▶ REQUIREMENT:
Lines with the word "baseFrequency": copy all of them from the entries below.

▶ THE INPUT:
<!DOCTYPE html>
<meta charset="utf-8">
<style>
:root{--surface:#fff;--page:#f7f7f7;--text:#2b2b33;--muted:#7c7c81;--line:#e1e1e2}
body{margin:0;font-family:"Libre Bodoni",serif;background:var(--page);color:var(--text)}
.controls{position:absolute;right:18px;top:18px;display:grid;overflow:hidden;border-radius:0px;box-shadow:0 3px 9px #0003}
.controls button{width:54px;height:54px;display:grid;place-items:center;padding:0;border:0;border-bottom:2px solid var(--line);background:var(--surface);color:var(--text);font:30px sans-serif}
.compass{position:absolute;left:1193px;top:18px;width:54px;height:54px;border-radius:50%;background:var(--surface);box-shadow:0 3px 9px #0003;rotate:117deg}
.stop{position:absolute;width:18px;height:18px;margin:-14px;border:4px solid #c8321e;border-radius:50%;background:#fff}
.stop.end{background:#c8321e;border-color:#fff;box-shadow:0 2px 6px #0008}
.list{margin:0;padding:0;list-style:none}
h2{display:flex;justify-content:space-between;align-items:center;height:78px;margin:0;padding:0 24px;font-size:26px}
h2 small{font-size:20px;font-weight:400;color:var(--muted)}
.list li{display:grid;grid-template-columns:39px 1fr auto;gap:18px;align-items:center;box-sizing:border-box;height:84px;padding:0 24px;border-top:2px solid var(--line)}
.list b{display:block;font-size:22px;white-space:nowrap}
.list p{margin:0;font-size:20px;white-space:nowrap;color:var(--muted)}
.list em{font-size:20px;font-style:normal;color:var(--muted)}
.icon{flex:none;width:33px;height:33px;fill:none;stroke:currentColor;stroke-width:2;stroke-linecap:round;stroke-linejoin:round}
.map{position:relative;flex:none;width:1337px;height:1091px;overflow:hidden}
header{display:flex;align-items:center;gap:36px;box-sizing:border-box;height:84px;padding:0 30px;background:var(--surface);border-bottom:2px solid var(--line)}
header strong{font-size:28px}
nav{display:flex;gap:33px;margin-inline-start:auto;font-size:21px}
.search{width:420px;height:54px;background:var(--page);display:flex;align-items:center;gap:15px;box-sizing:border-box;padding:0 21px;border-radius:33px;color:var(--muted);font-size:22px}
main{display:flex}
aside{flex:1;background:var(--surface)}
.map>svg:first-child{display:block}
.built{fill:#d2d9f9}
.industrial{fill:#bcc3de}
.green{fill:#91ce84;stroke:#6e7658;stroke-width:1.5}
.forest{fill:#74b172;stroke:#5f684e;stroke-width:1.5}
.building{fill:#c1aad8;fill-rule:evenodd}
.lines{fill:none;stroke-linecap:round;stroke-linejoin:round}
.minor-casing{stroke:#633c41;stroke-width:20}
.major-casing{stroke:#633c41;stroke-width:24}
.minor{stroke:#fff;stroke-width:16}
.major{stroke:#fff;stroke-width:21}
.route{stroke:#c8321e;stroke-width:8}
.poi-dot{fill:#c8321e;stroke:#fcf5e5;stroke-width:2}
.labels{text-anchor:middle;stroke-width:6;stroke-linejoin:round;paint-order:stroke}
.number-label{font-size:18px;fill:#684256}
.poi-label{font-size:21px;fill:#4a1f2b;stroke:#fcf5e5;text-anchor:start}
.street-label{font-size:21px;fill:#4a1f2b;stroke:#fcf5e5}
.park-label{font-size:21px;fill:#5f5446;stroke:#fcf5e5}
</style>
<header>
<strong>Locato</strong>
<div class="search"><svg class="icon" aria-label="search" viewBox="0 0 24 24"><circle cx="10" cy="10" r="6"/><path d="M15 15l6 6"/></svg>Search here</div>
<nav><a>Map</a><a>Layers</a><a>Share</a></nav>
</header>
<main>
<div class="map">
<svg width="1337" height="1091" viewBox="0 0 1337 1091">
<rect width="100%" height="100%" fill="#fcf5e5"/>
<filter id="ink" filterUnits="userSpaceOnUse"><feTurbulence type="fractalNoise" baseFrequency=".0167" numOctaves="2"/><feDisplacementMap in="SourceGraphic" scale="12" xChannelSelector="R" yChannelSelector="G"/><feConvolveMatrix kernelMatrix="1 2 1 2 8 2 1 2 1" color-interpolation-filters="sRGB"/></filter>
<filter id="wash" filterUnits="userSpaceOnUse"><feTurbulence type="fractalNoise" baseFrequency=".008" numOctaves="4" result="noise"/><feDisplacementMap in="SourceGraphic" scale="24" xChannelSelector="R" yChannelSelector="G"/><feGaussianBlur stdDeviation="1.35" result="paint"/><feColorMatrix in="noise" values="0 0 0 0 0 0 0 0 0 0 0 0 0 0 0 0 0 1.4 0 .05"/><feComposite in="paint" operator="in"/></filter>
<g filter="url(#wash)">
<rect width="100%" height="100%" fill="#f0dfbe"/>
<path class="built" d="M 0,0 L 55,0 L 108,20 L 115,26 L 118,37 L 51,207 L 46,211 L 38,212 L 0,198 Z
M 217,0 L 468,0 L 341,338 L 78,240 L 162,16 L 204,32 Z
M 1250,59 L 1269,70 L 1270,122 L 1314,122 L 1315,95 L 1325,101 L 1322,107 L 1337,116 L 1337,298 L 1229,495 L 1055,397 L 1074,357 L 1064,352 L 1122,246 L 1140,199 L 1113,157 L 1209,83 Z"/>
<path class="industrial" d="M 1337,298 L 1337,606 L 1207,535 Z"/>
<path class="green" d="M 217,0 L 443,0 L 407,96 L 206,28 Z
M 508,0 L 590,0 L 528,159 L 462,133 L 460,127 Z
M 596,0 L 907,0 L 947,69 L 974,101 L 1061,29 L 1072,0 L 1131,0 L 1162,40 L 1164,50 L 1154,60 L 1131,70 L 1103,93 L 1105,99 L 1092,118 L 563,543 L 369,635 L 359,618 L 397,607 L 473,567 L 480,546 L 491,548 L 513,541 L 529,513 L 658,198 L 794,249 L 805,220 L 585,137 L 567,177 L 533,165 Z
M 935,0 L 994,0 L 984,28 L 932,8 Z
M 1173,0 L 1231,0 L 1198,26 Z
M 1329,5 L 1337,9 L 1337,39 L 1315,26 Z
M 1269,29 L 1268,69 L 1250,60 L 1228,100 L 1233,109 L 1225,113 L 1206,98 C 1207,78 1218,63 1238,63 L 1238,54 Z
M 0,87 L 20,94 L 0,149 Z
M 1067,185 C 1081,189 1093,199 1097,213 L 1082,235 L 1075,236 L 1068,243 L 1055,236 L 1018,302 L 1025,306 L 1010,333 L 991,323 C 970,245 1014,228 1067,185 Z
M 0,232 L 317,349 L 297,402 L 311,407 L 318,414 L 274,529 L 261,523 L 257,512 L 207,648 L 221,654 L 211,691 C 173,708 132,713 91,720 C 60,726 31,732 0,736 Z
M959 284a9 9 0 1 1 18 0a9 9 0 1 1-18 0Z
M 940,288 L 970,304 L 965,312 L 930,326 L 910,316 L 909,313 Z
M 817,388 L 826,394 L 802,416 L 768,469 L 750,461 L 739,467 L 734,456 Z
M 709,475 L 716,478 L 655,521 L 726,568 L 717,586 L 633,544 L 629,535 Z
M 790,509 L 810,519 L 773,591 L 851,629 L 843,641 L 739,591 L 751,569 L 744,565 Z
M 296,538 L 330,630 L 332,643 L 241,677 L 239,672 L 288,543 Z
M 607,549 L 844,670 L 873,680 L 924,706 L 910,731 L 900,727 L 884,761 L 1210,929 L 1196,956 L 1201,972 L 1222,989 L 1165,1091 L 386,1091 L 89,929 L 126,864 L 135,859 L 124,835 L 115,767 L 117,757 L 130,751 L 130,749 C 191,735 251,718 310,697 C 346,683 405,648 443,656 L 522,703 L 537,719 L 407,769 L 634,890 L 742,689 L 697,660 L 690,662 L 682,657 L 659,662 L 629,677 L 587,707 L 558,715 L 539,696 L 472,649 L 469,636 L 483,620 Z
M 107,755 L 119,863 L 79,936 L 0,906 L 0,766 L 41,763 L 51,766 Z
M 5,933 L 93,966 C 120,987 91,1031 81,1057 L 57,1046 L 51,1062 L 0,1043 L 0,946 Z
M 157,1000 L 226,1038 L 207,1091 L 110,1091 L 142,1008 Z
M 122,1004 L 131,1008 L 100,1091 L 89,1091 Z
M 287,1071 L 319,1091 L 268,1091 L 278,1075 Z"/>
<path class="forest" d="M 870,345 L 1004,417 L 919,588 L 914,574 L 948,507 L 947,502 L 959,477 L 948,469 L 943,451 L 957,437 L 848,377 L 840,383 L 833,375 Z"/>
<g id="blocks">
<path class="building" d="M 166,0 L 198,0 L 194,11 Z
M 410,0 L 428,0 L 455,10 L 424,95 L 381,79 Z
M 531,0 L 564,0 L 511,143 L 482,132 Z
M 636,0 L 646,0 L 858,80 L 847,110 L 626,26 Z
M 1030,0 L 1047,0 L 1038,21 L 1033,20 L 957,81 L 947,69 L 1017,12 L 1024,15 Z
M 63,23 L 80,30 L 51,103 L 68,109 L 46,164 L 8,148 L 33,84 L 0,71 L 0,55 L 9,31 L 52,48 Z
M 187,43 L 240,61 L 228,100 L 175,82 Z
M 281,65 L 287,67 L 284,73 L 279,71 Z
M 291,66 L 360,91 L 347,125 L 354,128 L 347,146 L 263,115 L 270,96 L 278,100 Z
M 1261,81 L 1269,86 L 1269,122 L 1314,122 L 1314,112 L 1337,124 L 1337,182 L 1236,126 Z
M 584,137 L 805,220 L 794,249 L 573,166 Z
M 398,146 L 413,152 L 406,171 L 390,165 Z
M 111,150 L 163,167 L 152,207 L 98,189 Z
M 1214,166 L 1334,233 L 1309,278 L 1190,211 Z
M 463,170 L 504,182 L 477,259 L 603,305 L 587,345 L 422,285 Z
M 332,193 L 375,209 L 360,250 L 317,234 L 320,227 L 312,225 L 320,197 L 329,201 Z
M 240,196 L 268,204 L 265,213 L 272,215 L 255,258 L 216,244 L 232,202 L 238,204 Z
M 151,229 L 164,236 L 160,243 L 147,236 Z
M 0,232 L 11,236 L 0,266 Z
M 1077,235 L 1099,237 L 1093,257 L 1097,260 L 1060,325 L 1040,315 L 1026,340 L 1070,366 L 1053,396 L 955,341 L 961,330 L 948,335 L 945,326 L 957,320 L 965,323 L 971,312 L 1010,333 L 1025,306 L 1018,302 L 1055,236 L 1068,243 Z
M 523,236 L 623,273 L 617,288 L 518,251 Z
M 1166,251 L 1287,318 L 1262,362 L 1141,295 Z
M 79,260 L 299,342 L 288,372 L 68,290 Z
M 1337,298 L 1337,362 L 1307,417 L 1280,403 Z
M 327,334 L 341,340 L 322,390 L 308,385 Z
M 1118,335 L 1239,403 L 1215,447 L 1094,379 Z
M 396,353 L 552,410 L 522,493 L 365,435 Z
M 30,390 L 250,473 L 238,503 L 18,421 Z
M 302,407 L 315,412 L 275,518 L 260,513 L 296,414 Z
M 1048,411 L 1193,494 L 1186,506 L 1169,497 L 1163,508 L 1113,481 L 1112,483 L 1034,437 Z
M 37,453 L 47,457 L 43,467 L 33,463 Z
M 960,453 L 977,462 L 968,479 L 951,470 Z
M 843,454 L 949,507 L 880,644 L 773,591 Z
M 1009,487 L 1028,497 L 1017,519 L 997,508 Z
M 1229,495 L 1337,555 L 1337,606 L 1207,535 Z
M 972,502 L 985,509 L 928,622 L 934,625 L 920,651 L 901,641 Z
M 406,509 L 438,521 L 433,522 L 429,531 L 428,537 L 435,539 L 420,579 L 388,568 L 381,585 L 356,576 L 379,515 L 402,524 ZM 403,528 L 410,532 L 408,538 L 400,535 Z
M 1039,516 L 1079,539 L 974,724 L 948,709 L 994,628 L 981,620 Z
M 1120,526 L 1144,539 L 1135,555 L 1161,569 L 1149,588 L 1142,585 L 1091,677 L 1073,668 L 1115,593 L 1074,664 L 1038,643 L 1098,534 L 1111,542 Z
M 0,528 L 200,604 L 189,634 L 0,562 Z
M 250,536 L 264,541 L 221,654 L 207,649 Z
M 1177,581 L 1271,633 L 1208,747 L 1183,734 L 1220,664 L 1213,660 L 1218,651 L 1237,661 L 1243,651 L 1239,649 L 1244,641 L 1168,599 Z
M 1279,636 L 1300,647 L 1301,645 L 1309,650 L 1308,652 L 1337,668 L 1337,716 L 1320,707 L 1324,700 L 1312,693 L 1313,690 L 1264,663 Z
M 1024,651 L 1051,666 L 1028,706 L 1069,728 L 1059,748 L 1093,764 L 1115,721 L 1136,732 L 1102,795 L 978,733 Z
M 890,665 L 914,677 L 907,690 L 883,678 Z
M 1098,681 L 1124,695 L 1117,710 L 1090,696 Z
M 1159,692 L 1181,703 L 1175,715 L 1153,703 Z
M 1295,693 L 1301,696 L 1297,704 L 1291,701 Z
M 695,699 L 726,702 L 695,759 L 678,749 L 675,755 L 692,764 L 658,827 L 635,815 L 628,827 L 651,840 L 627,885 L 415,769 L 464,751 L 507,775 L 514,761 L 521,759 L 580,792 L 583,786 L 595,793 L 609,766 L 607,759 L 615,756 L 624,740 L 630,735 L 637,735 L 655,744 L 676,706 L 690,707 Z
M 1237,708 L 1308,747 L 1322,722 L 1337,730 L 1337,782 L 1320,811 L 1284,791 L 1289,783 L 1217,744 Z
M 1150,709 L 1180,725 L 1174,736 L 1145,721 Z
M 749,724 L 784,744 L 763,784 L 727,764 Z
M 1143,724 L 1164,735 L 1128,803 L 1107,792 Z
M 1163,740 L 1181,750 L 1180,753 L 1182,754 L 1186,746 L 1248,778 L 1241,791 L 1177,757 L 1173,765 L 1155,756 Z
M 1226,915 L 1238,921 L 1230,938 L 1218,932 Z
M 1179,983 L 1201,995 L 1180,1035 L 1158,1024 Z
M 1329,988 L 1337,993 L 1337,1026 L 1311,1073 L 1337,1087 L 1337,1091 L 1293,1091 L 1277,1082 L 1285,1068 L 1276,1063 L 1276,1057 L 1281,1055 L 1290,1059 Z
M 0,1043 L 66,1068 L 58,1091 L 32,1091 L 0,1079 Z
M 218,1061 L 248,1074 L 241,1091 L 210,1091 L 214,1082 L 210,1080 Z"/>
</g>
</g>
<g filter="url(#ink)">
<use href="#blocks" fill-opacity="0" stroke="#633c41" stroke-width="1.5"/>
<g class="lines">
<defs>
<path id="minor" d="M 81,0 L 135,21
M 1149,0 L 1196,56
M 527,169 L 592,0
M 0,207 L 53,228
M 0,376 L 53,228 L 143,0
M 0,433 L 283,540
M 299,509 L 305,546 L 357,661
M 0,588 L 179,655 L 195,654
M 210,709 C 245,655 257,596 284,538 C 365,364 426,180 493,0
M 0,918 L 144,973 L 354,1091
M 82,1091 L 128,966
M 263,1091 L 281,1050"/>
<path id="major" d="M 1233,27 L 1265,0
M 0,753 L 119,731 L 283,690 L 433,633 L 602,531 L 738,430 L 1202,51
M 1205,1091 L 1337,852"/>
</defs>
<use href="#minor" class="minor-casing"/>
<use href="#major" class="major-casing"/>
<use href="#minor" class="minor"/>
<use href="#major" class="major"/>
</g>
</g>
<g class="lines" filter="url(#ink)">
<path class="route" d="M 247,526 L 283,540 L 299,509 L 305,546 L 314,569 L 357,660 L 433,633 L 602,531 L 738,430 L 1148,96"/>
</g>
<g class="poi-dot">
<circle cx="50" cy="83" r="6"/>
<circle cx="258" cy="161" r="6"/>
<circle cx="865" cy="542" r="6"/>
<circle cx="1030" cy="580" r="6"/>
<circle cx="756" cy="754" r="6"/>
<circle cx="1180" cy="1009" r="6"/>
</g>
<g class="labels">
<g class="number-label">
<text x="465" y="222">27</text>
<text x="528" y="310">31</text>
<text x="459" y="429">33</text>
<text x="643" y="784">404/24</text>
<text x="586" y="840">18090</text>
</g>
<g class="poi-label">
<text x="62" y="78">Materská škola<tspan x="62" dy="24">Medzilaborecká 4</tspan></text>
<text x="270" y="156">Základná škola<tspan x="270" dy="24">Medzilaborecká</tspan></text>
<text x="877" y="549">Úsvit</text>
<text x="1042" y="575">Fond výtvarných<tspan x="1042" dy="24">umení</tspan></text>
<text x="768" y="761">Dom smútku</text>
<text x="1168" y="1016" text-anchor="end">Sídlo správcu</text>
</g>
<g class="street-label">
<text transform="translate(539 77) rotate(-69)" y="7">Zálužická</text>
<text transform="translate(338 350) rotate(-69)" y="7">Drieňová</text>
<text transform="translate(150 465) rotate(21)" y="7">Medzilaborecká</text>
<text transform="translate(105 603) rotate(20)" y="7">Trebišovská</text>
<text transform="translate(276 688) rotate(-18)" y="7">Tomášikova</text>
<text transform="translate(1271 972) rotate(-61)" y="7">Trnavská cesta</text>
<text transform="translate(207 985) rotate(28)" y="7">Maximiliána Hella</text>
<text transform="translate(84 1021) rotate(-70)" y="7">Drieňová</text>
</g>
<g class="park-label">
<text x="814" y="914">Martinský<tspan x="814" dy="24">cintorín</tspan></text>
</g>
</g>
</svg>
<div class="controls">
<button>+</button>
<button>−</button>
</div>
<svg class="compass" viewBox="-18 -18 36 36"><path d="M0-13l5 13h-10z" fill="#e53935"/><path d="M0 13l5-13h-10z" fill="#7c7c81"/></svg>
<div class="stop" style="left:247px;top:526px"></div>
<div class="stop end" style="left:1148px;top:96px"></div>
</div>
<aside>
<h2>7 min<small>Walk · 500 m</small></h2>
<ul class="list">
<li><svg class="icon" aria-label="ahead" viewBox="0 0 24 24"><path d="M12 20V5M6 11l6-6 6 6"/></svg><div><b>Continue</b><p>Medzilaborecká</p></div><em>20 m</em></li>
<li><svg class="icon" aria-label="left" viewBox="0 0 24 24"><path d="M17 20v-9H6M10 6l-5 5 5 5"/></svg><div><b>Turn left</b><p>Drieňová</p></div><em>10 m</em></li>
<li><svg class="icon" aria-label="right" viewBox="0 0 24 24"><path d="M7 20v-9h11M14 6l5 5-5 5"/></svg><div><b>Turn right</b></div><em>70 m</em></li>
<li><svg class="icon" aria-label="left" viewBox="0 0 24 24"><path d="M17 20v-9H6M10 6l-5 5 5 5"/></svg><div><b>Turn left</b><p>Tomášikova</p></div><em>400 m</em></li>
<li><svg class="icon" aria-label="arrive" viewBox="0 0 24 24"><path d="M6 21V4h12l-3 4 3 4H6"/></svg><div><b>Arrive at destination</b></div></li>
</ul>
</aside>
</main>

▶ RESPONSE BELOW:
<filter id="ink" filterUnits="userSpaceOnUse"><feTurbulence type="fractalNoise" baseFrequency=".0167" numOctaves="2"/><feDisplacementMap in="SourceGraphic" scale="12" xChannelSelector="R" yChannelSelector="G"/><feConvolveMatrix kernelMatrix="1 2 1 2 8 2 1 2 1" color-interpolation-filters="sRGB"/></filter>
<filter id="wash" filterUnits="userSpaceOnUse"><feTurbulence type="fractalNoise" baseFrequency=".008" numOctaves="4" result="noise"/><feDisplacementMap in="SourceGraphic" scale="24" xChannelSelector="R" yChannelSelector="G"/><feGaussianBlur stdDeviation="1.35" result="paint"/><feColorMatrix in="noise" values="0 0 0 0 0 0 0 0 0 0 0 0 0 0 0 0 0 1.4 0 .05"/><feComposite in="paint" operator="in"/></filter>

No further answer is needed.